= Spasmodic poets =

Victorian-era British poets

The spasmodic poets were a group of British poets of the Victorian era. The term was coined by William Edmonstoune Aytoun with some derogatory as well as humorous intention. The epithet itself is attributed, by Thomas Carlyle, to Lord Byron.

Spasmodic poets include George Gilfillan, the friend and inspiration of William McGonagall.
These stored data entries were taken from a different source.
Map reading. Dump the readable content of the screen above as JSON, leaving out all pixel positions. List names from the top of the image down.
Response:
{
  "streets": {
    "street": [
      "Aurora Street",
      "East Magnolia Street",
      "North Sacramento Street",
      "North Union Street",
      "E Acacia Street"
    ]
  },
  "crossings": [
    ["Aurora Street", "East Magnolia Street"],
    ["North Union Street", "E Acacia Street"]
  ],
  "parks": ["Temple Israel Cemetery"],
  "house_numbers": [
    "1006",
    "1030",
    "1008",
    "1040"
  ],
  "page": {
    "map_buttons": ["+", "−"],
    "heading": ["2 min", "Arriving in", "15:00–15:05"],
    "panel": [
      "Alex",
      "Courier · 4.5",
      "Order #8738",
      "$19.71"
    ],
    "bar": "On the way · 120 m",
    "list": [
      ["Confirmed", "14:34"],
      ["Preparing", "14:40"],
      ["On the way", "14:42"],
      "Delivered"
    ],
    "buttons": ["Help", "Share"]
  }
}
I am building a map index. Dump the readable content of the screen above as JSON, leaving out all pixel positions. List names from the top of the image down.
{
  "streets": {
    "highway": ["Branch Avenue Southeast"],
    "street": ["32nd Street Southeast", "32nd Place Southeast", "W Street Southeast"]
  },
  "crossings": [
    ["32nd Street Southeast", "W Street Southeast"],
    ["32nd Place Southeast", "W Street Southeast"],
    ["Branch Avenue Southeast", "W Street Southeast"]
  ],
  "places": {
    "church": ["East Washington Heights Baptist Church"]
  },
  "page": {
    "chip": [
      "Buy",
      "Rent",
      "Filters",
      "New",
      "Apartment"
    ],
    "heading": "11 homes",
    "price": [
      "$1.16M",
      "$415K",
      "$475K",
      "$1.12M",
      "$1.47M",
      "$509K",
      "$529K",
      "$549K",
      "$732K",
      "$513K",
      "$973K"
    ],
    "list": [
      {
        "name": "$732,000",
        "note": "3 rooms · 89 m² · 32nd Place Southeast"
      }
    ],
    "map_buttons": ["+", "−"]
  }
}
Gilfillan worked for thirty years on his long poem Night, but he is best known for his encouragement of the young Spasmodics in literary reviews which he wrote under the pseudonym "Apollodorus". Others associated with the group were Philip James Bailey, Richard Hengist Horne, Sydney Thompson Dobell, Alexander Smith, John Stanyan Bigg, Gerald Massey, John Westland Marston, and Ebenezer Jones.

The term "spasmodic" was also applied by contemporary reviewers to Elizabeth Barrett Browning's Aurora Leigh, Tennyson's Maud, Longfellow's Golden Legend, and the poetry of Arthur Hugh Clough. These poets are not generally included in the Spasmodic school by modern literary critics. Spasmodic poetry was extremely popular from the late 1840s through the 1850s when it abruptly fell out of fashion. William Edmondstoune Aytoun's parodic Firmilian; or, The Student of Badajoz: a Spasmodic Tragedy (1854) is credited with getting the verse of the Spasmodic school laughed down as bombast.

Spasmodic poetry frequently took the form of verse drama, the protagonist of which was often a poet. It was characterized by a number of features including lengthy introspective soliloquies by the protagonist, which led to the charge that the poetry was egotistical.